1. NoSQL Databases:

a. Write a Python program that connects to a MongoDB database and inserts a new document into a collection named "students". The document should include fields such as "name", "age", and "grade". Print a success message after the insertion.

In [None]:
from pymongo import MongoClient

def insert_student(name, age, grade):
    # Connect to MongoDB
    client = MongoClient("mongodb://localhost:80180/")
    db = client["mydatabase"]
    collection = db["students"]

    # Create the student document
    student = {
        "name": name,
        "age": age,
        "grade": grade
    }

    # Insert the document into the collection
    collection.insert_one(student)

    # Print success message
    print("Student inserted successfully.")

# Usage example
insert_student("John Doe", 18, "A")


b. Implement a Python function that connects to a Cassandra database and inserts a new record into a table named "products". The record should contain fields like "id", "name", and "price". Handle any potential errors that may occur during the insertion.

In [None]:
from cassandra.cluster import Cluster
from cassandra.auth import PlainTextAuthProvider
from cassandra import ConsistencyLevel
from cassandra.query import SimpleStatement

def insert_product(id, name, price):
    # Connect to Cassandra
    cloud_config = {
        'secure_connect_bundle': '/path/to/secure-connect-database.zip'
    }
    auth_provider = PlainTextAuthProvider('username', 'password')
    cluster = Cluster(cloud=cloud_config, auth_provider=auth_provider)
    session = cluster.connect()

    # Create the product record
    product = {
        "id": id,
        "name": name,
        "price": price
    }

    # Prepare the INSERT statement
    insert_query = "INSERT INTO products (id, name, price) VALUES (?, ?, ?)"
    insert_statement = SimpleStatement(insert_query, consistency_level=ConsistencyLevel.QUORUM)

    try:
        # Execute the INSERT statement
        session.execute(insert_statement, (id, name, price))
        print("Product inserted successfully.")
    except Exception as e:
        print("Error inserting product:", str(e))

    # Close the connection
    session.shutdown()
    cluster.shutdown()


insert_product(1, "Example Product", 9.99)


In [None]:
2. Document-oriented NoSQL Databases:

In [None]:
   a. Given a MongoDB collection named "books", write a Python function that fetches all the books published in the last year and prints their titles and authors.


In [None]:
from pymongo import MongoClient
from datetime import datetime, timedelta

def fetch_recent_books():
    # Connect to MongoDB
    client = MongoClient("mongodb://localhost:27017/")
    db = client["mydatabase"]
    collection = db["books"]

    # Calculate the date one year ago
    one_year_ago = datetime.now() - timedelta(days=365)

    # Construct the query to fetch recent books
    query = {"publication_date": {"$gte": one_year_ago}}

    # Fetch the recent books from the collection
    recent_books = collection.find(query)

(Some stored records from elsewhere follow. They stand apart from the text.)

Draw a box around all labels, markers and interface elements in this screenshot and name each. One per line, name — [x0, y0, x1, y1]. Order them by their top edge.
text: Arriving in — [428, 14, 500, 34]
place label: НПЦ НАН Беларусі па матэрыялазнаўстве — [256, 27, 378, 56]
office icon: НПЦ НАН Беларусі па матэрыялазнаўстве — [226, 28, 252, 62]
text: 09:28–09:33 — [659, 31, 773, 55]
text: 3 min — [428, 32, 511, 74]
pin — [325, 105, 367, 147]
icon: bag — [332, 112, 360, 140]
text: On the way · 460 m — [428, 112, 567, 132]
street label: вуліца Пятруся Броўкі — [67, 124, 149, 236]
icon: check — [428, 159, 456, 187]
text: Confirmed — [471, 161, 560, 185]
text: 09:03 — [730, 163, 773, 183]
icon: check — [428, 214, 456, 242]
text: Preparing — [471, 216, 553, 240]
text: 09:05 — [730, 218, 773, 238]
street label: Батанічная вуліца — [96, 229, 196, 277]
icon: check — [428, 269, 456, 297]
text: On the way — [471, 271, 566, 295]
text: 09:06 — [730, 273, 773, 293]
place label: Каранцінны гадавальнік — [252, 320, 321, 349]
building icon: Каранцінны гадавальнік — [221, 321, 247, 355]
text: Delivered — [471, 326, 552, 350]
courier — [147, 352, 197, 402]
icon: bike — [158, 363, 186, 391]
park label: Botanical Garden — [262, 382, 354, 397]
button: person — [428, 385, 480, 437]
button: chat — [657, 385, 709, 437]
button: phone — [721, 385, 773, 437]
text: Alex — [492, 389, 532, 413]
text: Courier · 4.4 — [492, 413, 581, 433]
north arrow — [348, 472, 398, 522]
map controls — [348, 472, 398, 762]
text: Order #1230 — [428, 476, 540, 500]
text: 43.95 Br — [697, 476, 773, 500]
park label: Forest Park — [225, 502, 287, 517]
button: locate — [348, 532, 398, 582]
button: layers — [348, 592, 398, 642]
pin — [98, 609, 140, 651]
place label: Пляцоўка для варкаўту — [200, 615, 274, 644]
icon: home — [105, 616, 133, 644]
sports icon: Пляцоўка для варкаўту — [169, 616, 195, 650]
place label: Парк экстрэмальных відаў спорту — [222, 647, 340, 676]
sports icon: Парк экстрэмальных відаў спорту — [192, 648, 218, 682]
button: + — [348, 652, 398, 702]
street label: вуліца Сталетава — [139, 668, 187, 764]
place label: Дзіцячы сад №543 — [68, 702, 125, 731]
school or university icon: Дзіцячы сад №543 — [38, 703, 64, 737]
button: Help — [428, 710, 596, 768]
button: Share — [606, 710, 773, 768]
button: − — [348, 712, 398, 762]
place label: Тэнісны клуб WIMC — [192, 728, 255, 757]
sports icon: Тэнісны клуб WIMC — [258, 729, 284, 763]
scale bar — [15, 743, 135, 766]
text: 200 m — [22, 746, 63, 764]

    # Print the titles and authors of the recent books
    for book in recent_books:
        print("Title:", book["title"])
        print("Author:", book["author"])
        print()

fetch_recent_books()


b. Design a schema for a document-oriented NoSQL database to store customer information for an e-commerce platform. Write a Python program to insert a new customer document into the database and handle any necessary validations.

In [None]:
from pymongo import MongoClient

def insert_customer(customer):
    # Connect to MongoDB
    client = MongoClient("mongodb://localhost:27017/")
    db = client["mydatabase"]
    collection = db["customers"]

    # Insert the customer document into the collection
    collection.insert_one(customer)

    # Print success message
    print("Customer inserted successfully.")

# Usage example
customer = {
    "name": "John Doe",
    "email": "johndoe@example.com",
    "address": {
        "street": "123 Main St",
        "city": "New York",
        "state": "NY",
        "postal_code": "10001",
        "country": "USA"
    }
}
insert_customer(customer)


In [None]:
3. High Availability and Fault Tolerance:


a. Explain the concept of replica sets in MongoDB. Write a Python program that connects to a MongoDB replica set and retrieves the status of the primary and secondary nodes.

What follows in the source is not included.